To determine the concentrations of H2O2 that inhibited the growth of Y. lipolytica cells, the serial dilution plate method [51,52,53] was used. Accordingly, tenfold serial dilutions (cell density OD600 = 1, until 1 × 10−6) of a suspension of Y. lipolytica cells growing in the logarithmic phase were prepared, and 3 μL of each dilution was spotted on YPD plates, added—or not—with different concentrations of H2O2 [1–10 mM]. Subsequently, the plates were covered with aluminum foil to avoid light exposure, incubated upside down at 28 °C, and photographed (Gel Doc-It Imaging System, UVP, Upland, CA, USA) every 24 h, for 3 days.

4.5. Oxidative Stress Induction and Nucleic Acid Extraction

To induce OS, Y. lipolytica cells growing in the logarithmic (young cells) or stationary (aged cells) phases were submitted to the effect of H2O2 [5 mM], during different times (0 to 60 min). A culture control was performed in YPD liquid medium without H2O2. At the corresponding times, cells were harvested, and the isolation of nucleic acids (DNA and RNA) was carried out following the glass bead lysis protocol described by Hoffman and Winston, which combines chemical and mechanical methods for cellular lysis [54]. The obtained nucleic acids were quantified by measuring their OD at 260 nm (Nanodrop 2000 UV–Visible, Thermo Scientific, Waltham, MA, USA). The sample integrity was determined via electrophoresis in 0.7% agarose gels.

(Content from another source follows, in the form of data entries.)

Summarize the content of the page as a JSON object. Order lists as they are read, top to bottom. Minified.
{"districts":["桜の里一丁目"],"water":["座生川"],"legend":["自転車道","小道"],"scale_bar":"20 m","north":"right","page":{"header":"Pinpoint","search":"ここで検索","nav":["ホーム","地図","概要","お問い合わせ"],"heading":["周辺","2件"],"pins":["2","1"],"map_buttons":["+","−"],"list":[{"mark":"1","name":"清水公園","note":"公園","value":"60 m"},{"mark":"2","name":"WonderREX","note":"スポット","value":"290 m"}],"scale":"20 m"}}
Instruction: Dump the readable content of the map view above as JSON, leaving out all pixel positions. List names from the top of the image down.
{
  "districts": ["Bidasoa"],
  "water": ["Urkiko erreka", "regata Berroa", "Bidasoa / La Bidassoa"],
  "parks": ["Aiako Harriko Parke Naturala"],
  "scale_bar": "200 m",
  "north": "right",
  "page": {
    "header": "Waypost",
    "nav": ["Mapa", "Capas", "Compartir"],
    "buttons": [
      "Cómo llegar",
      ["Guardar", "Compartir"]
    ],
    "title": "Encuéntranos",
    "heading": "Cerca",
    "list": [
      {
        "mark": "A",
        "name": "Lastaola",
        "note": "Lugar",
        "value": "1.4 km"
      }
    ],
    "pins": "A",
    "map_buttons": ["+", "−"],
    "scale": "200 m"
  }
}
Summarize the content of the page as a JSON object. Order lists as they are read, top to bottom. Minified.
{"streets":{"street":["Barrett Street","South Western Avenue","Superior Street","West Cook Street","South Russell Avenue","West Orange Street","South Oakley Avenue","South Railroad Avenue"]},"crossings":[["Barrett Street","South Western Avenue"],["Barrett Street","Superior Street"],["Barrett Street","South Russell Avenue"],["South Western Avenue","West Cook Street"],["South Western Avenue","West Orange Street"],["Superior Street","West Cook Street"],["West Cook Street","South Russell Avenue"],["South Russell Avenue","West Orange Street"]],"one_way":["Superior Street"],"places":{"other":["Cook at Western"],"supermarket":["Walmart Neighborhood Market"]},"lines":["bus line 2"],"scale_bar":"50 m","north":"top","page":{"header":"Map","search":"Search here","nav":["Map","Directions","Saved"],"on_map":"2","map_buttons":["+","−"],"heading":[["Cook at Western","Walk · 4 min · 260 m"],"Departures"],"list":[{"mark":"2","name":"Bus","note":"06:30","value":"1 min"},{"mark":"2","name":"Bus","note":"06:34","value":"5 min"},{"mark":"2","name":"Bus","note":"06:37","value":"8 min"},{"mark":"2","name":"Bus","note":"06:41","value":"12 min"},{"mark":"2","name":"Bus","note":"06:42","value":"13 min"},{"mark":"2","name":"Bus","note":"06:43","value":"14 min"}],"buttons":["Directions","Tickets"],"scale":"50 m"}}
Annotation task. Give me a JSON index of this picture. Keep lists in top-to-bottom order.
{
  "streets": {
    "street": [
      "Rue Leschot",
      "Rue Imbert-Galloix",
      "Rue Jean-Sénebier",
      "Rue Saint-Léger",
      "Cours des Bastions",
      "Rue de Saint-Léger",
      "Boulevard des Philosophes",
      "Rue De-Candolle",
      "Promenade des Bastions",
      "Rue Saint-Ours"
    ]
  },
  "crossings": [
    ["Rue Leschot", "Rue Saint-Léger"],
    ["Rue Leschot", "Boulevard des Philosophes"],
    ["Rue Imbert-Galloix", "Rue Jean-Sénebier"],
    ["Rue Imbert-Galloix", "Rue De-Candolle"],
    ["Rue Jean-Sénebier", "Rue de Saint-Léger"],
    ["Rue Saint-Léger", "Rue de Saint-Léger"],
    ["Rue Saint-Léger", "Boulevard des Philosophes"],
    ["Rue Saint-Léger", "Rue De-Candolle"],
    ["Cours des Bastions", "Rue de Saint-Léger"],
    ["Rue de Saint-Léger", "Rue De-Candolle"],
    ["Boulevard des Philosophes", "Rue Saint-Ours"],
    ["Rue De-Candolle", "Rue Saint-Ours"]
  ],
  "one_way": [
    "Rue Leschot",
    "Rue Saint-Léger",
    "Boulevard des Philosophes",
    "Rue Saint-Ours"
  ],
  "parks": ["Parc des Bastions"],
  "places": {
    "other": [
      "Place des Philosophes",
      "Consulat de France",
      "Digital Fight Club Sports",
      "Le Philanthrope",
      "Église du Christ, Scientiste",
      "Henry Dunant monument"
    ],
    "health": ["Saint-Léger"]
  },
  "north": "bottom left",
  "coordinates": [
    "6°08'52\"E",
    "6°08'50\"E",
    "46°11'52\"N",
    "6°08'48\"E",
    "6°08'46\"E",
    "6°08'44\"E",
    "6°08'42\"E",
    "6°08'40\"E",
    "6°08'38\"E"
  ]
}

4.6. mRNA Purification and cDNA Synthesis

DNA was removed from the nucleic acid samples by treatment with the enzyme DNase I PureLink (Invitrogen, Waltham, MA, USA), following the manufacturer’s instructions. Briefly, samples (1000–1500 ng) of nucleic acid were incubated with 1 μL (ca. 3 enzymatic units) of the enzyme for 1 h, at 37 °C; then, to inactivate the enzyme, 1 μL EDTA (25 mM) was added, and the mixture was incubated at 65 °C for 10 min. The concentration of RNA in the DNase-treated samples was adjusted to 100 ng/μL with DEPC (diethyl pyrocarbonate)–water. The final concentration of the RNA samples was determined using a NanoDrop ND-1000 spectrophotometer™ (Thermo Scientific, Waltham, MA, USA). For cDNA synthesis, the GoScript reverse transcription system (Promega, Madison, WI, USA) was used, following the manufacturer’s instructions. For each reverse transcription reaction, 400 ng of RNA and oligo dT (0.5 µg) were used.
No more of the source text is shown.